» **Exercise aim**: The response must consist of all the entries, duplicated without alteration.

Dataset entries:
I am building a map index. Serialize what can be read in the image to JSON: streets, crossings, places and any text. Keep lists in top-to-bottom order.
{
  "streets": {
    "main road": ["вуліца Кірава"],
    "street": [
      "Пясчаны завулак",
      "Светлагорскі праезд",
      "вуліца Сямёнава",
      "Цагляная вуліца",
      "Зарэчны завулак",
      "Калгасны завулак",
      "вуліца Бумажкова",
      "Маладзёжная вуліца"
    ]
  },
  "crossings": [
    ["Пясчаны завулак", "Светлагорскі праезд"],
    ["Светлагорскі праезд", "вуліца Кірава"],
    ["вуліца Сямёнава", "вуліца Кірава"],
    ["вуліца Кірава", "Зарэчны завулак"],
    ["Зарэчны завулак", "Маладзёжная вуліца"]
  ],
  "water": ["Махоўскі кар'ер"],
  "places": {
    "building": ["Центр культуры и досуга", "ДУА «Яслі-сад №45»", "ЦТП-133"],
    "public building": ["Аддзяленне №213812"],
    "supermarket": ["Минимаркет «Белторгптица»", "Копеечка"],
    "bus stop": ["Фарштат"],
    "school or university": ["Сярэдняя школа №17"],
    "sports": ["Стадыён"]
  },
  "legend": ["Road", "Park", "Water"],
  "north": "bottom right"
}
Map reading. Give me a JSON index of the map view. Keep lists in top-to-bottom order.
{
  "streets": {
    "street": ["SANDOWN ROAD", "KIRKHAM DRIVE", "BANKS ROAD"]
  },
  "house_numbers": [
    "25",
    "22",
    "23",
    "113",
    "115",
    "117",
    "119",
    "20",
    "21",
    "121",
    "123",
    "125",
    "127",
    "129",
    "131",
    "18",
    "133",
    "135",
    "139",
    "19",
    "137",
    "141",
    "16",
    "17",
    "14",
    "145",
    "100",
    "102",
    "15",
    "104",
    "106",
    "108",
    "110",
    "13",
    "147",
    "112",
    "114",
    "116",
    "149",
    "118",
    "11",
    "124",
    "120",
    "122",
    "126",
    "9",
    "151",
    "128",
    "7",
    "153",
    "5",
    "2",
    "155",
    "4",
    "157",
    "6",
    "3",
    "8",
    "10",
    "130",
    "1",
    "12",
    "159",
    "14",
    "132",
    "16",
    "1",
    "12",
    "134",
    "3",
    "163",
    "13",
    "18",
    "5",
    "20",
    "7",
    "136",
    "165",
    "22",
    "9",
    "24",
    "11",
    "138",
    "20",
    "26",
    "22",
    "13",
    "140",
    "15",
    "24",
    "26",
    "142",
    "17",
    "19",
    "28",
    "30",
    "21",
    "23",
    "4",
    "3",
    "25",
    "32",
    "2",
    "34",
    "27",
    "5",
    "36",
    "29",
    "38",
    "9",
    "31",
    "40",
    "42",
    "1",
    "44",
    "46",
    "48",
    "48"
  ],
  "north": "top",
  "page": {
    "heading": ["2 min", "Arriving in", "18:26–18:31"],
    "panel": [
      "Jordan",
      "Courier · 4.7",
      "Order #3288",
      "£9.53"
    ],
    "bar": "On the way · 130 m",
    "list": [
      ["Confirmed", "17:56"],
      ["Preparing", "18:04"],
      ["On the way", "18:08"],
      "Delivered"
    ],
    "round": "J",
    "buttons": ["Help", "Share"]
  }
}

» **Response area**:
I am building a map index. Serialize what can be read in the image to JSON: streets, crossings, places and any text. Keep lists in top-to-bottom order.
{
  "streets": {
    "main road": ["вуліца Кірава"],
    "street": [
      "Пясчаны завулак",
      "Светлагорскі праезд",
      "вуліца Сямёнава",
      "Цагляная вуліца",
      "Зарэчны завулак",
      "Калгасны завулак",
      "вуліца Бумажкова",
      "Маладзёжная вуліца"
    ]
  },
  "crossings": [
    ["Пясчаны завулак", "Светлагорскі праезд"],
    ["Светлагорскі праезд", "вуліца Кірава"],
    ["вуліца Сямёнава", "вуліца Кірава"],
    ["вуліца Кірава", "Зарэчны завулак"],
    ["Зарэчны завулак", "Маладзёжная вуліца"]
  ],
  "water": ["Махоўскі кар'ер"],
  "places": {
    "building": ["Центр культуры и досуга", "ДУА «Яслі-сад №45»", "ЦТП-133"],
    "public building": ["Аддзяленне №213812"],
    "supermarket": ["Минимаркет «Белторгптица»", "Копеечка"],
    "bus stop": ["Фарштат"],
    "school or university": ["Сярэдняя школа №17"],
    "sports": ["Стадыён"]
  },
  "legend": ["Road", "Park", "Water"],
  "north": "bottom right"
}
Map reading. Give me a JSON index of the map view. Keep lists in top-to-bottom order.
{
  "streets": {
    "street": ["SANDOWN ROAD", "KIRKHAM DRIVE", "BANKS ROAD"]
  },
  "house_numbers": [
    "25",
    "22",
    "23",
    "113",
    "115",
    "117",
    "119",
    "20",
    "21",
    "121",
    "123",
    "125",
    "127",
    "129",
    "131",
    "18",
    "133",
    "135",
    "139",
    "19",
    "137",
    "141",
    "16",
    "17",
    "14",
    "145",
    "100",
    "102",
    "15",
    "104",
    "106",
    "108",
    "110",
    "13",
    "147",
    "112",
    "114",
    "116",
    "149",
    "118",
    "11",
    "124",
    "120",
    "122",
    "126",
    "9",
    "151",
    "128",
    "7",
    "153",
    "5",
    "2",
    "155",
    "4",
    "157",
    "6",
    "3",
    "8",
    "10",
    "130",
    "1",
    "12",
    "159",
    "14",
    "132",
    "16",
    "1",
    "12",
    "134",
    "3",
    "163",
    "13",
    "18",
    "5",
    "20",
    "7",
    "136",
    "165",
    "22",
    "9",
    "24",
    "11",
    "138",
    "20",
    "26",
    "22",
    "13",
    "140",
    "15",
    "24",
    "26",
    "142",
    "17",
    "19",
    "28",
    "30",
    "21",
    "23",
    "4",
    "3",
    "25",
    "32",
    "2",
    "34",
    "27",
    "5",
    "36",
    "29",
    "38",
    "9",
    "31",
    "40",
    "42",
    "1",
    "44",
    "46",
    "48",
    "48"
  ],
  "north": "top",
  "page": {
    "heading": ["2 min", "Arriving in", "18:26–18:31"],
    "panel": [
      "Jordan",
      "Courier · 4.7",
      "Order #3288",
      "£9.53"
    ],
    "bar": "On the way · 130 m",
    "list": [
      ["Confirmed", "17:56"],
      ["Preparing", "18:04"],
      ["On the way", "18:08"],
      "Delivered"
    ],
    "round": "J",
    "buttons": ["Help", "Share"]
  }
}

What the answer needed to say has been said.